Addition of levosimendan to overcome acute cardiogenic shock-Paving the way for later heart transplantation-A first case report.

Treatment of refractory cardiogenic shock has poor outcome. Levosimendan addition may help to achieve hemodynamic stabilization and improve conditions to where further treatment options such as listing for heart transplantation may become possible.

INTRODUCTION

Cardiogenic shock is associated with high mortality. Pharmacologic treatment options are limited, and mechanical circulatory support implies risks. There is need for novel pharmacological approaches. We report a unique case of a 57‐year‐old in cardiogenic shock with multiorgan failure. Intravenous levosimendan application resulted in hemodynamic stabilization and allowed heart transplantation.
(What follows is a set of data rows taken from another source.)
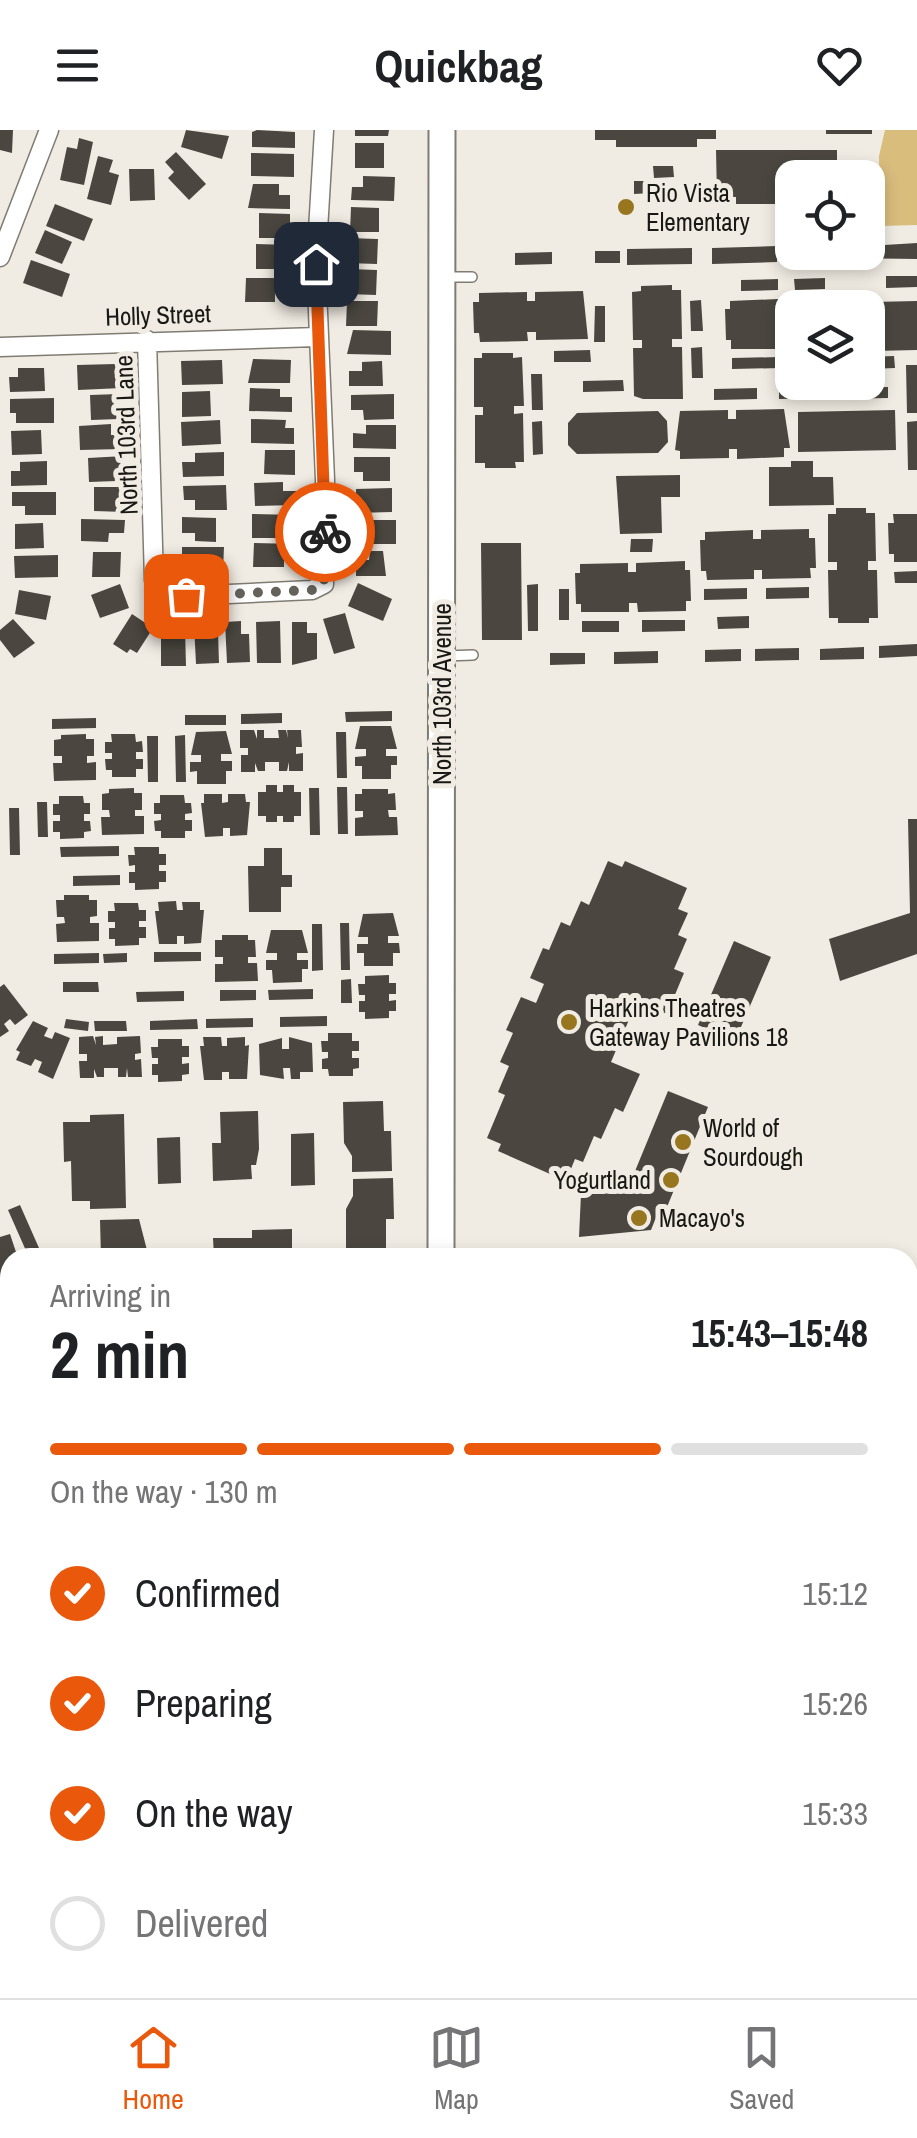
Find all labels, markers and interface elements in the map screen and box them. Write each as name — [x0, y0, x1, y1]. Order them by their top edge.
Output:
text: Quickbag — [374, 35, 543, 96]
icon: menu — [50, 38, 105, 93]
icon: heart — [812, 38, 867, 93]
map controls — [775, 160, 885, 400]
button: locate — [775, 160, 885, 270]
place label: Rio Vista Elementary — [646, 176, 750, 239]
marker: Rio Vista Elementary — [615, 196, 637, 218]
pin — [274, 222, 359, 307]
icon: home — [289, 237, 344, 292]
button: layers — [775, 290, 885, 400]
street label: Holly Street — [104, 296, 212, 334]
street label: North 103rd Lane — [106, 355, 146, 515]
courier — [275, 482, 375, 582]
icon: bike — [298, 505, 353, 560]
pin — [144, 554, 229, 639]
icon: bag — [159, 569, 214, 624]
street label: North 103rd Avenue — [425, 603, 459, 785]
place label: Harkins Theatres Gateway Pavilions 18 — [589, 991, 788, 1054]
marker: Harkins Theatres Gateway Pavilions 18 — [558, 1011, 580, 1033]
place label: World of Sourdough — [703, 1111, 803, 1174]
marker: World of Sourdough — [672, 1131, 694, 1153]
place label: Yogurtland — [553, 1163, 651, 1197]
marker: Yogurtland — [660, 1169, 682, 1191]
place label: Macayo's — [659, 1201, 745, 1235]
marker: Macayo's — [628, 1207, 650, 1229]
text: Arriving in — [50, 1274, 171, 1317]
text: 15:43–15:48 — [691, 1308, 868, 1359]
text: 2 min — [50, 1311, 189, 1398]
text: On the way · 130 m — [50, 1470, 278, 1513]
icon: check — [50, 1566, 105, 1621]
text: Confirmed — [135, 1568, 280, 1619]
text: 15:12 — [802, 1572, 868, 1615]
icon: check — [50, 1676, 105, 1731]
text: Preparing — [135, 1678, 272, 1729]
text: 15:26 — [802, 1682, 868, 1725]
icon: check — [50, 1786, 105, 1841]
text: On the way — [135, 1788, 293, 1839]
text: 15:33 — [802, 1792, 868, 1835]
text: Delivered — [135, 1898, 268, 1949]
tab: Home — [123, 2020, 184, 2118]
tab: Map — [429, 2020, 484, 2118]
tab: Saved — [729, 2020, 794, 2118]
Acute heart failure and cardiogenic shock are challenging diseases in daily clinical practice and remain associated with high mortality rates. There are currently no consistent treatment strategies for these patients, because individual patient characteristics vary widely. This means that recommendations for the optimal treatment of this patient cohort are scarce.

This is a relevant topic because there are limited pharmacologic treatment options for cardiogenic shock, and the use of mechanical circulatory support is associated with risk of infection, bleeding, and vessel or nerve injury. Therefore, alternative treatment options and strategies are needed, especially to manage hypoperfusion syndrome, where use of catecholamines is unavoidable but accompanied by well‐documented side effects. Alternatives to catecholamines are preferred, such as the calcium sensitizer levosimendan. Use of levosimendan is the subject of debate, because this agent appears to be a novel and promising approach to treatment, but no large study has yet been able to demonstrate significant advantages with levosimendan treatment.

The goals of therapy in cardiogenic shock are to overcome hypoperfusion syndrome (restoring sufficient tissue perfusion), maintain cellular function, preserve cardiac function, and stabilize hemodynamics. While there is debate over the beneficial long‐term effects of levosimendan, nothing is known about the potential benefits of adding levosimendan to overcome cardiogenic shock, and perhaps stabilize a patient for long enough to allow alternative approaches of treatment (eg heart transplantation).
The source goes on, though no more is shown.